* Task objective
Output all records precisely as written.

* Provided records
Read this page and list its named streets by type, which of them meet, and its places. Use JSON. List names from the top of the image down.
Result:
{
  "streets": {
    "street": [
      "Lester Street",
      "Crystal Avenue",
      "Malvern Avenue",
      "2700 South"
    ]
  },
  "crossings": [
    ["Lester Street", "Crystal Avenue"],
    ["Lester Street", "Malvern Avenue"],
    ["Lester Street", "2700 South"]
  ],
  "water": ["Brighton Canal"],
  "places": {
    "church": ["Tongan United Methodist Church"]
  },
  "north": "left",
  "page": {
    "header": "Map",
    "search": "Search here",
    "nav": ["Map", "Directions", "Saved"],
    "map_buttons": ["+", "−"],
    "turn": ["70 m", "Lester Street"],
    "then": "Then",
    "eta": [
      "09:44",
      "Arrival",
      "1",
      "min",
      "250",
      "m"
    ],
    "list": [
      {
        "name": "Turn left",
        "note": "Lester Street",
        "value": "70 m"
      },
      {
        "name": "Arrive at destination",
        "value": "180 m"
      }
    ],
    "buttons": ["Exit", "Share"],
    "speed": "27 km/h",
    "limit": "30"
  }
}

* Task answer
Read this page and list its named streets by type, which of them meet, and its places. Use JSON. List names from the top of the image down.
Result:
{
  "streets": {
    "street": [
      "Lester Street",
      "Crystal Avenue",
      "Malvern Avenue",
      "2700 South"
    ]
  },
  "crossings": [
    ["Lester Street", "Crystal Avenue"],
    ["Lester Street", "Malvern Avenue"],
    ["Lester Street", "2700 South"]
  ],
  "water": ["Brighton Canal"],
  "places": {
    "church": ["Tongan United Methodist Church"]
  },
  "north": "left",
  "page": {
    "header": "Map",
    "search": "Search here",
    "nav": ["Map", "Directions", "Saved"],
    "map_buttons": ["+", "−"],
    "turn": ["70 m", "Lester Street"],
    "then": "Then",
    "eta": [
      "09:44",
      "Arrival",
      "1",
      "min",
      "250",
      "m"
    ],
    "list": [
      {
        "name": "Turn left",
        "note": "Lester Street",
        "value": "70 m"
      },
      {
        "name": "Arrive at destination",
        "value": "180 m"
      }
    ],
    "buttons": ["Exit", "Share"],
    "speed": "27 km/h",
    "limit": "30"
  }
}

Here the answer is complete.